Every request starts with 5 bytes being sent. The first byte is the command byte and the next four are the address (32 bits = 4 bytes) sent with the least significant byte first.
In many cases you will want to read or write to many consecutive addresses, or perhaps the same address many times. It would be inefficient to have to issue the entire command each time so the command byte contains info for consecutive or multiple read/write requests in one.
The MSB (bit 7) of the command byte specifies if the command is a read (0) or write (1). The next bit (bit 6), specifies if consecutive addresses should be read/written (1) or if the same address should be read/written multiple times (0). The 6 LSBs (bits 5-0) represent how many read/write requests should be generated. Note that the number of requests will always be 1 more than the value of these bits. That means if you want to read or write a single address, they should be set to 0. Setting them to 1 will generate two read or write requests.
If you send a write request, after sending the command byte and address, you continue sending the data to be written.

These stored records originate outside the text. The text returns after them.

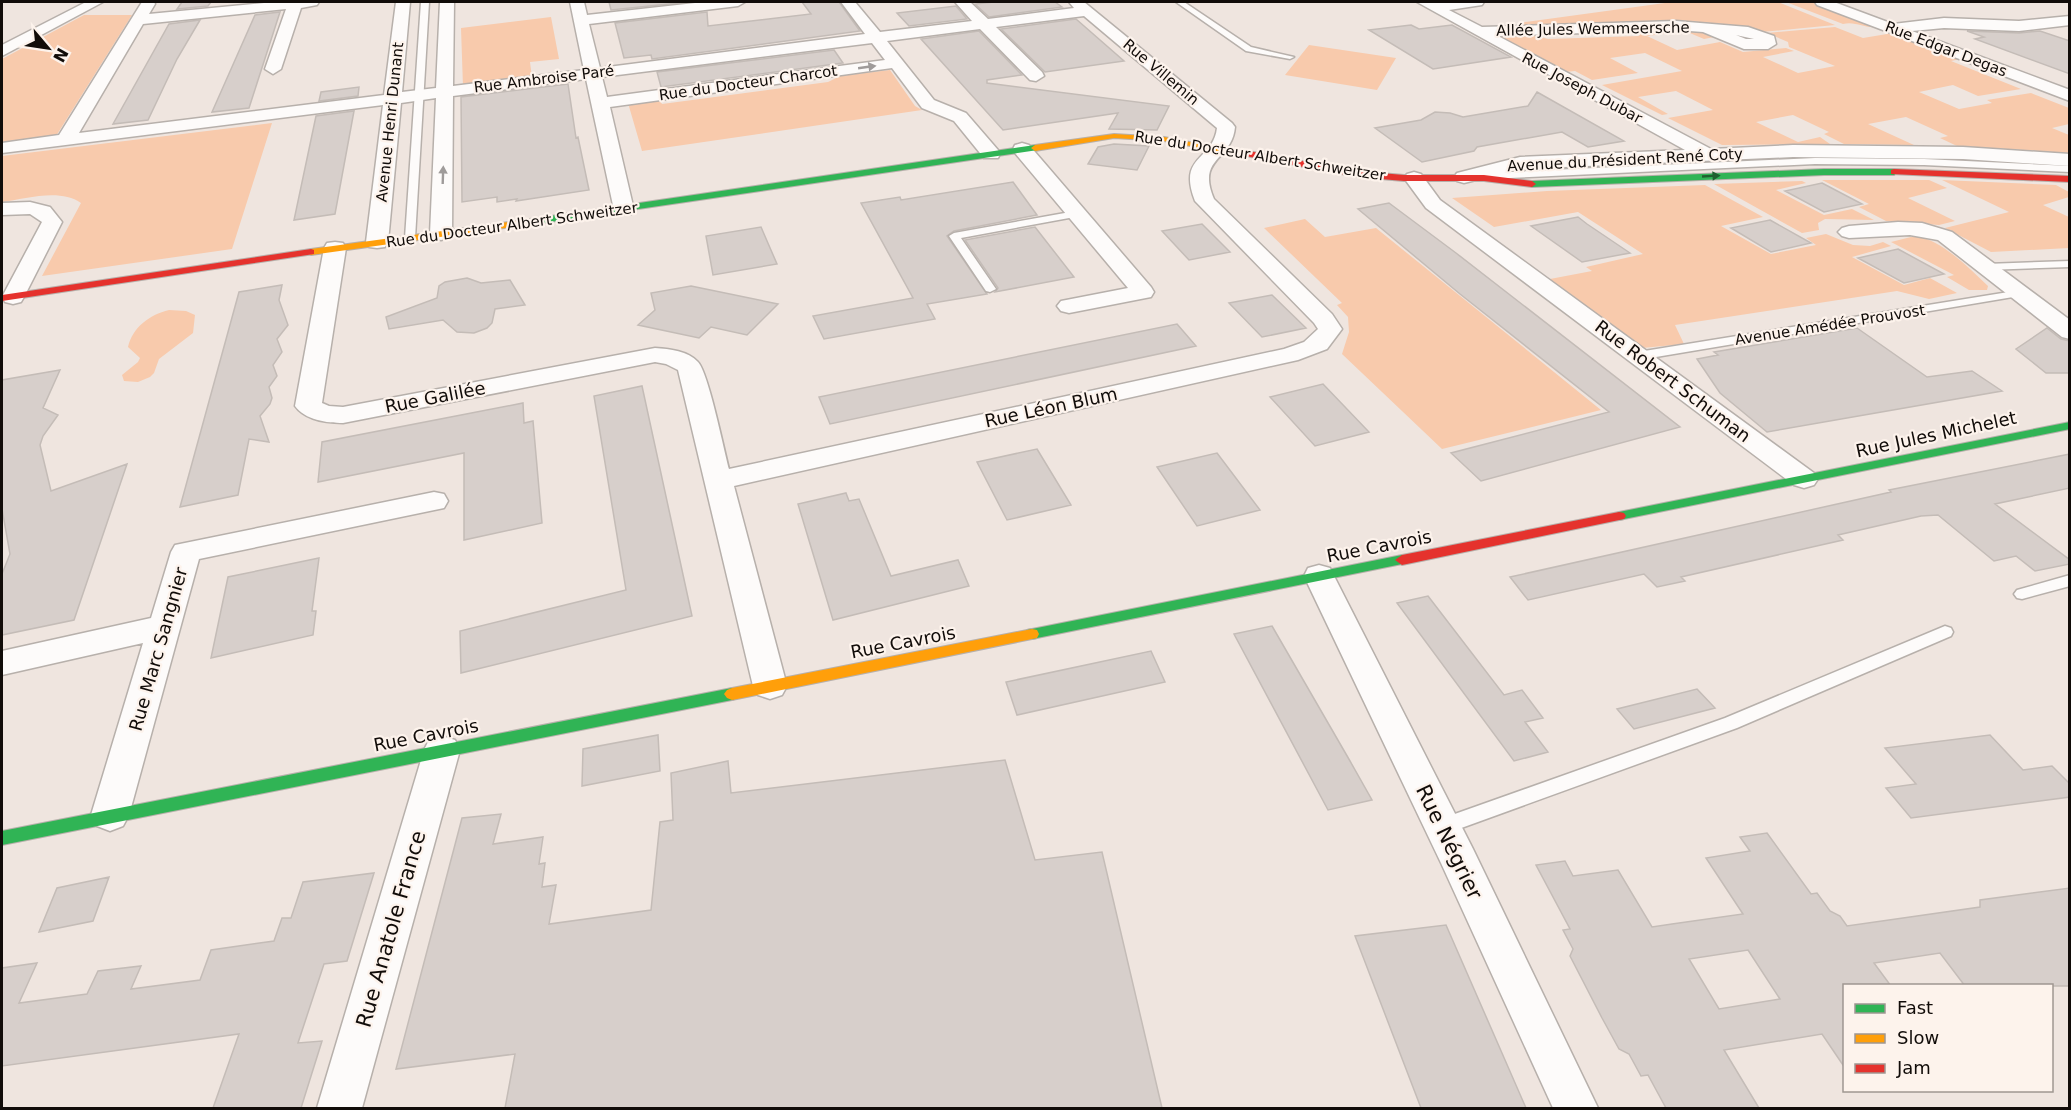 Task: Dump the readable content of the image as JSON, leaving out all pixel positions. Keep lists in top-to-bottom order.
{
  "streets": {
    "street": [
      "Allée Jules Wemmeersche",
      "Rue Edgar Degas",
      "Rue Villemin",
      "Rue Ambroise Paré",
      "Rue du Docteur Charcot",
      "Rue Joseph Dubar",
      "Avenue Henri Dunant",
      "Rue du Docteur Albert Schweitzer",
      "Avenue du Président René Coty",
      "Rue Robert Schuman",
      "Rue Galilée",
      "Rue Léon Blum",
      "Rue Jules Michelet",
      "Rue Cavrois",
      "Rue Marc Sangnier",
      "Rue Négrier",
      "Rue Anatole France"
    ],
    "lane": ["Avenue Amédée Prouvost"]
  },
  "crossings": [
    ["Allée Jules Wemmeersche", "Rue Joseph Dubar"],
    ["Rue Villemin", "Rue Ambroise Paré"],
    ["Rue Villemin", "Rue du Docteur Albert Schweitzer"],
    ["Rue Villemin", "Rue Léon Blum"],
    ["Rue Ambroise Paré", "Avenue Henri Dunant"],
    ["Rue Joseph Dubar", "Avenue du Président René Coty"],
    ["Avenue Henri Dunant", "Rue du Docteur Albert Schweitzer"],
    ["Rue du Docteur Albert Schweitzer", "Avenue du Président René Coty"],
    ["Rue du Docteur Albert Schweitzer", "Rue Robert Schuman"],
    ["Rue du Docteur Albert Schweitzer", "Rue Galilée"],
    ["Avenue Amédée Prouvost", "Rue Robert Schuman"],
    ["Rue Robert Schuman", "Rue Jules Michelet"],
    ["Rue Robert Schuman", "Rue Cavrois"],
    ["Rue Galilée", "Rue Léon Blum"],
    ["Rue Jules Michelet", "Rue Cavrois"],
    ["Rue Cavrois", "Rue Marc Sangnier"],
    ["Rue Cavrois", "Rue Négrier"],
    ["Rue Cavrois", "Rue Anatole France"]
  ],
  "legend": ["Fast", "Slow", "Jam"],
  "north": "bottom right"
}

Data is always sent as four bytes per write request and the least significant byte should be sent first.
For reads, after sending the command byte and address, you simply wait for the data to be returned. Data is returned in least significant byte order. Note that you may not always receive all the data you ask for if there is an issue with the FPGA design (i.e. the requested data is never presented, like in our LED example).
Let's take a look at an example.
If you want to write to addresses 5, 6, and 7, you could issue the following request. 0xC2 (1100 0010), 0x05, 0x00, 0x00, 0x00, 0x01, 0x00, 0x00, 0x00, 0x02, 0x00, 0x00, 0x00, 0x03, 0x00, 0x00, 0x00. This would write 1 to address 5, 2 to address 6, and 3 to address 7. If you changed the command byte to 0x82 (1000 0010) you would write 1 to address 5, 2 to address 5, and then 3 to address 5 (in that order).
Issuing a read follows the exact same format except the data bytes are received instead of sent.
A single command can generate up to 64 read/write requests. If you need to read/write more, you need to issue separate commands.
After a short period, the interface times out and resets to the IDLE state.
This ensures that a bad command doesn't permanently mess up the stream.